Figure 1.

FLT3-ITD+ AML Displays a Characteristic mRNA Expression Profile

(A) PCR amplification of the transmembrane coding region of the FLT3 gene used to identify ITD mutations. On the left are the sizes of the DNA marker bands (M). Below are the estimated numbers of normal and mutated FLT3 alleles.

(B) Hierarchical clustering of Pearson correlation coefficients of mRNA values. For each sample the mutations present in the most commonly mutated genes are indicated as M in the table underneath.
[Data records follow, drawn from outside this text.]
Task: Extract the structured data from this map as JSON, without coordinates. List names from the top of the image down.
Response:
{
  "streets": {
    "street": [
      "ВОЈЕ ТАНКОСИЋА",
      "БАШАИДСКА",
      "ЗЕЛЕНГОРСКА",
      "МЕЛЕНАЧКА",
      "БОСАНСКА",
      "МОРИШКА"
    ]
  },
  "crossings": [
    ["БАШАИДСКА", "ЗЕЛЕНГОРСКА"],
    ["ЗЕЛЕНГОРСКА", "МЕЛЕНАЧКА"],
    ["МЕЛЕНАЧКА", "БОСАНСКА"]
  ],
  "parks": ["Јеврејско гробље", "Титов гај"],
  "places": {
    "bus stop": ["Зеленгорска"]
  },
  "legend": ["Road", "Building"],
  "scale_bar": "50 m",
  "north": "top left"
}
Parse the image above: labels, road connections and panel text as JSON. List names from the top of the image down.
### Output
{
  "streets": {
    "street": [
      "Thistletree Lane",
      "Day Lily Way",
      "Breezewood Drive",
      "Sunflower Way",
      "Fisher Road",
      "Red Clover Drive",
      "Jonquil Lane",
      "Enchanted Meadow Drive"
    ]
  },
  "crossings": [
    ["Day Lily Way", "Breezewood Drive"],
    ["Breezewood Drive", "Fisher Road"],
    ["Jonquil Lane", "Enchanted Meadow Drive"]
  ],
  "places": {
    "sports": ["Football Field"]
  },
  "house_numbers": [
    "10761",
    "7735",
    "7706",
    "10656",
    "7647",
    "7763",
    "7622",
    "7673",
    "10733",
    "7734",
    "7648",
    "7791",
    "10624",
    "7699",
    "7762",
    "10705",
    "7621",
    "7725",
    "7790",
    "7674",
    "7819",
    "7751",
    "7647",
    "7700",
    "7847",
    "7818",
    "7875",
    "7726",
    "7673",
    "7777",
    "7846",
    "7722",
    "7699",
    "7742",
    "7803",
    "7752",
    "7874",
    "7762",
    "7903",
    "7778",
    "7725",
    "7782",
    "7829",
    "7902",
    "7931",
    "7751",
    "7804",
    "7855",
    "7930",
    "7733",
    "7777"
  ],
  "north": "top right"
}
(C–F) Identification of genes that differ by at least 2-fold in a comparison of the average log2 mRNA microarray values for a core group of three ITD+ AML samples (ITD1, ITD2, and ITD3) to the equivalent values determined from either the average of two independent PBSC samples (C), the average of four WT FLT3 AML samples (WT2, WT3, WT5, and WT7), for CD14+ bone marrow cells (E), or a second group of ITD+ AML samples (ITD4, ITD6, ITD7, and ITD8) used here for validation of the ITD+ pattern (F). The 134 genes that are consistently expressed at 2-fold higher levels in ITD+ AML in each of the three comparisons in (C) and (E) are shown in red, and the remaining genes that are upregulated in at least (C) are shown in blue. In (C) we also highlight 77 genes with values that are consistently 2-fold lower in ITD+ AML compared to each of PBSCs, WT FLT3 AML, and CD14+ cells in black, and the remaining genes that are also downregulated at least in (B) are shown in green. (D) Average log2 mRNA values for the specific groups of 134 upregulated and 77 downregulated genes in each of the 5 groups used in this analysis, with the SD for mRNA expression shown as error bars.